H01.99.0434.
Datum uitspraak: 9 DEC. 1999
AFDELING
BESTUURSRECHTSPRAAK
Uitspraak op het hoger beroep van:
A en B te C, appellanten,
tegen de uitspraak van de arrondissementsrechtbank te Zutphen van 15 maart 1999 in het geding tussen: appellanten en de burgemeester van Winterswijk.
Bij besluit van 22 januari 1998 heeft de burgemeester van Winterswijk (hierna: de burgemeester) aan de klootschietvereniging "Regiogooiers" te Winterswijk op grond van artikel 2.1.4. 1. van de Algemene Plaatselijke Verordening vergunning verleend voor het houden van maximaal tien klootschietwedstrijden voor het jaar 1998 langs de route Huppelseweg, Greuneweg, Wandersweg, Poolserweg, Huppelseweg te Winterswijk.
Bij besluit van 28 mei 1998 heeft de burgemeester het hiertegen door appellanten gemaakte bezwaar ongegrond verklaard. Dit besluit en het advies van de Commissie bezwaar en beroep van 28 april 1998, waarnaar in het besluit wordt verwezen, zijn aangehecht.
Bij uitspraak van 15 maart 1999, verzonden op dezelfde datum, heeft de arrondissementsrechtbank te Zutphen (hierna: de rechtbank) het tegen dit besluit ingestelde beroep ongegrond verklaard. Deze uitspraak is aangehecht.
Tegen deze uitspraak hebben appellanten bij brief van 23 maart 1999, bij de Raad van State ingekomen op dezelfde datum, hoger beroep ingesteld.

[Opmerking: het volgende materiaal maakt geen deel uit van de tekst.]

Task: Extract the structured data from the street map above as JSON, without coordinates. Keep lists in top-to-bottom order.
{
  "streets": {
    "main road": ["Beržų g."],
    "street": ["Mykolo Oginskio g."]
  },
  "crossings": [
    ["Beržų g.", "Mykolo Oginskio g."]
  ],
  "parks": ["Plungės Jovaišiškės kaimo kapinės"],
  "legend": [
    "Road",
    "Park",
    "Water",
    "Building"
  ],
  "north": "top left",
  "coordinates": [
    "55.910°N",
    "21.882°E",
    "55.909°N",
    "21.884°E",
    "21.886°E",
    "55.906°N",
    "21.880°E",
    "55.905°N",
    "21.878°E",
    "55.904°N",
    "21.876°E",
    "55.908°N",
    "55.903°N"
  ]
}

De gronden zijn aangevuld bij brief van 17 mei 1999. Deze brieven zijn aangehecht.
Bij brief van 28 juli 1999 heeft de burgemeester een memorie van antwoord ingediend.
De zaak is door een meervoudige kamer van de Afdeling verwezen naar een enkelvoudige.
De Afdeling heeft de zaak ter zitting behandeld op 2 november 1999, waar appellanten, vertegenwoordigd door A en bijgestaan door mr F.J.M. Kobossen, advocaat te Deventer, en de burgemeester, vertegenwoordigd door J.G. Krosenbrink, ambtenaar der gemeente, zijn verschenen.
2.1. Ingevolge artikel 2.1.4.l., eerste lid, aanhef en onder c, van de Algemene Plaatselijke Verordening van de gemeente Winterswijk (hierna te noemen: de APV) is het verboden zonder vergunning van de burgemeester op of aan de weg een wedstrijd te houden.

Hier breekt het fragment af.